The “Bridge to Nowhere” & Pressures on the Shale Gas Industry
Commentary by S. Tom Bond, Resident Farmer in Lewis County, WV
In the world of shale gas advertising “Natural gas is the bridge to the future” seems to be drifting off into a well-deserved oblivion. The phrase first appeared a few years ago along with the notion that shale gas would give the nation military security and that shale drilling was simply a continuation of older drilling technology.
A new era has arrived. The companies have “leased like crazy,” sopped up a generous portion of the loose change floating around the investment sphere and by now have painted themselves into a corner. That corner is oversupply, and consequent a low price for their product. The investment blast has been an unmitigated success for the firms who find investors and provide funds, and for a few top people in the drilling corporations.
Both groups “take theirs off the top,” before passing the rest to the people who do the planning. The bankers and the Aubrey McClendons can retire at any time. The next-level executives must clean up the messes. They are the ones who must work out how to hold things together in the price squeeze.
The Energy Information Administration is predicting usage (consumption) of 69.84 billion cubic feet per day in 2013 and 69.54 in 2014, compared with the 69.19 actual use in 2012. Predicted use is “steady as you go,” as they say in the navy. “Through 2014, EIA expects prices will gradually rise but still remain relatively low.” the report says. The graph “U. S. Natural Gas Prices” both residential and “Henry Hub” (industry standard) prices show virtually no change from year to year to January 2015.

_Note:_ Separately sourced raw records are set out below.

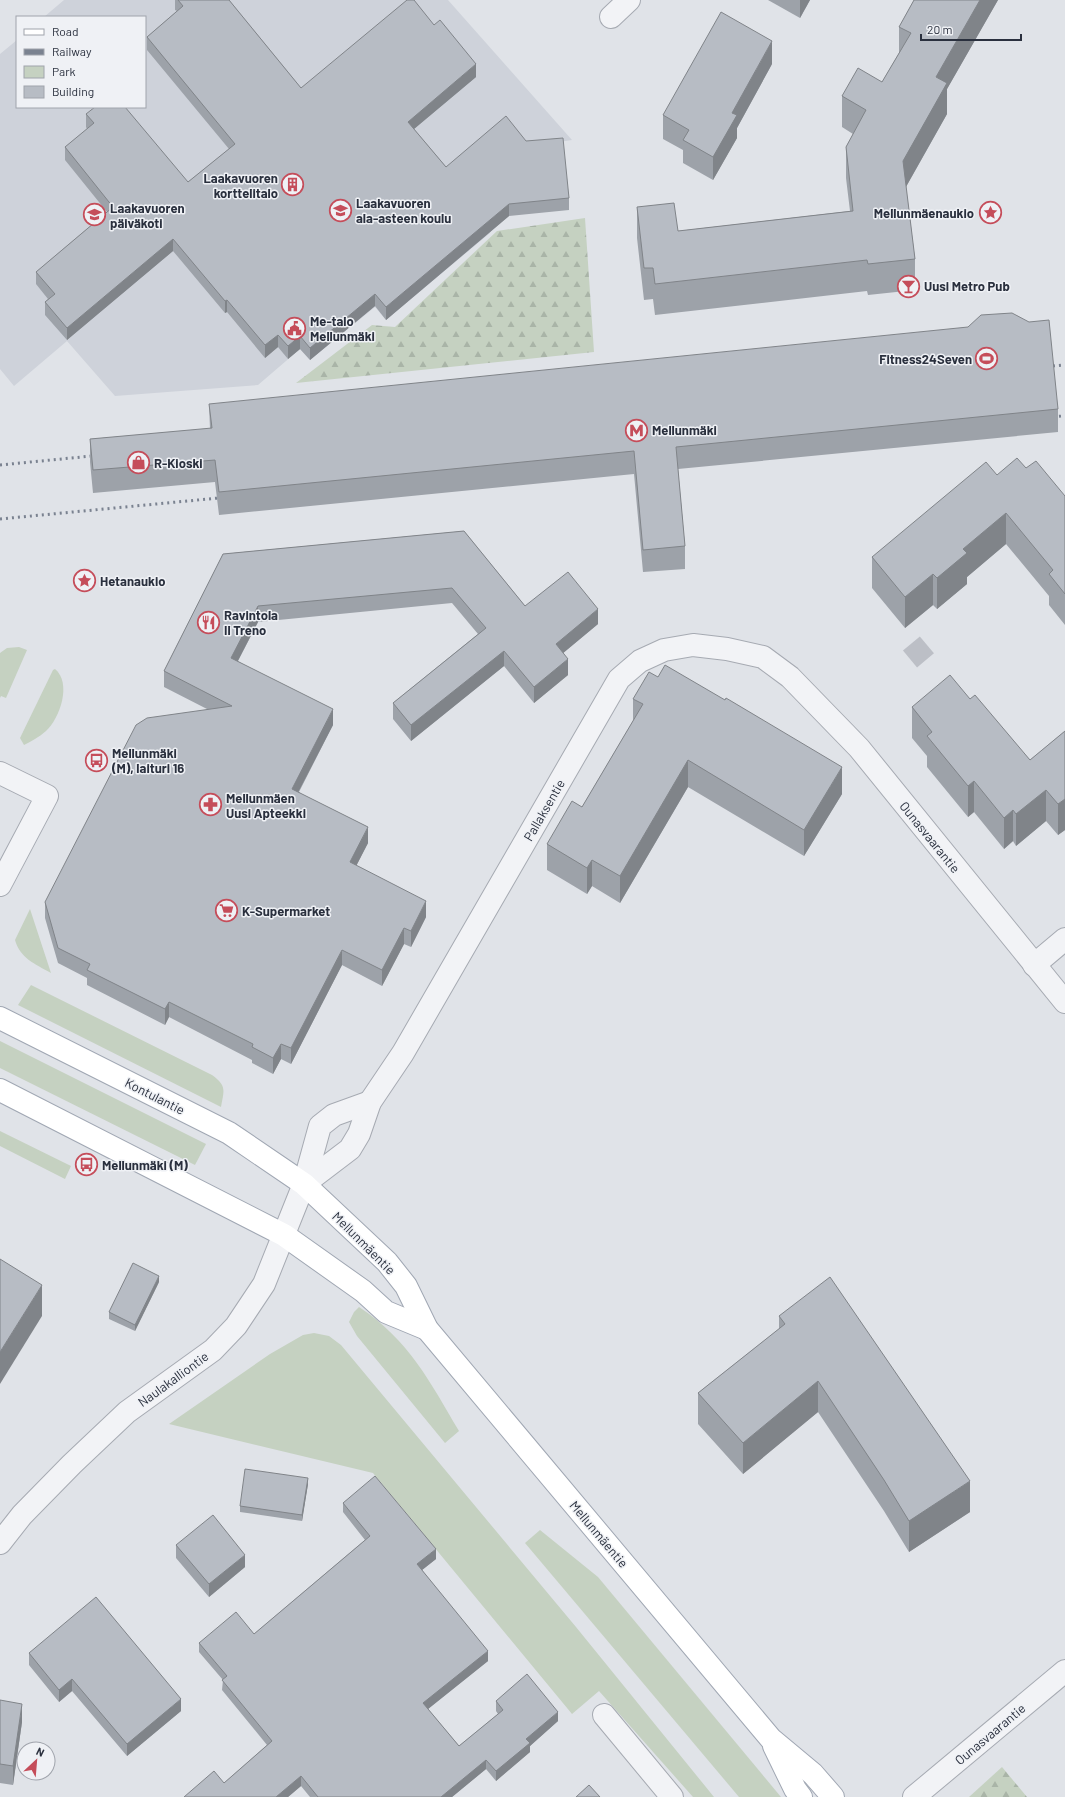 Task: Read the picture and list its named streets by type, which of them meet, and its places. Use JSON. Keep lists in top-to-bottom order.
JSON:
{
  "streets": {
    "main road": ["Kontulantie", "Mellunmäentie"],
    "street": ["Pallaksentie", "Ounasvaarantie", "Naulakalliontie"]
  },
  "crossings": [
    ["Pallaksentie", "Ounasvaarantie"],
    ["Pallaksentie", "Kontulantie"],
    ["Pallaksentie", "Mellunmäentie"],
    ["Pallaksentie", "Naulakalliontie"],
    ["Kontulantie", "Mellunmäentie"],
    ["Kontulantie", "Naulakalliontie"],
    ["Mellunmäentie", "Naulakalliontie"]
  ],
  "places": {
    "building": ["Laakavuoren korttelitalo"],
    "school or university": ["Laakavuoren ala-asteen koulu", "Laakavuoren päiväkoti"],
    "place": ["Mellunmäenaukio", "Hetanaukio"],
    "bar": ["Uusi Metro Pub"],
    "public building": ["Me-talo Mellunmäki"],
    "sports": ["Fitness24Seven"],
    "metro station": ["Mellunmäki"],
    "shop": ["R-Kioski"],
    "restaurant": ["Ravintola Il Treno"],
    "bus stop": ["Mellunmäki (M), laituri 16", "Mellunmäki (M)"],
    "pharmacy": ["Mellunmäen Uusi Apteekki"],
    "supermarket": ["K-Supermarket"]
  },
  "legend": [
    "Road",
    "Railway",
    "Park",
    "Building"
  ],
  "scale_bar": "20 m",
  "north": "top right"
}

At least one corporation has a forward contract or a future contract to “lock in” a future price. These are arrangements to deliver a certain amount of gas to someone else at a given price at some future time. The locked in price is above operating cost so the company can go ahead and produce with a minimum profit. If gas is above the guaranteed price at the time of delivery, the driller doesn’t get the premium, it goes to the gambling investor. If it is below at the time of delivery, the gambling investor has to make up the difference. In either case the drilling company goes ahead drilling.
This gives that driller a “leg up” on the rest of the industry as far as survival is concerned, but at the expense of the other drilling firms, because only so much gas can be sold. Another way some companies are getting around low price is previously signed long term agreements with a distributing company to accept the gas at a price set when it was higher. This allows them to drill, but again doesn’t help the industry, since only so much gas will be sold. This arrangement does hurt the consumer, since he/she must pay the distributor a higher price than if the distributer paid day-to-day prices.
All those wells drilled and capped-in without production and all the wells that are being drilled now will help to keep the price of gas low in the immediate future, because there will continue to be an oversupply, certainly for a few years. So there is a whole lot of scrambling going on in the drilling industry, but still expansion. The gas is being flared in the Bakken and right after drilling elsewhere to get the natural gas liquids. Gas is not valuable enough to merit conservation.
A few more observations. One way to increase sales is exporting liquid natural gas (LNG) overseas. This is only viable in markets with a price significantly above the U. S. price. Huge capital requirements, to liquefy, transport and re-gasify, mitigate against the project. Another way to sell more gas is to increase use at home. Several possibilities present themselves. Using methane for certain kinds of steel production and the manufacture of nitrogen fertilizer, both of which have been largely moved offshore, have been suggested and at least one steel company is making plans to return in Louisiana. Also, there is a lot of talk about converting diesel and gasoline vehicles to use natural gas. All of this is very capital intensive, too.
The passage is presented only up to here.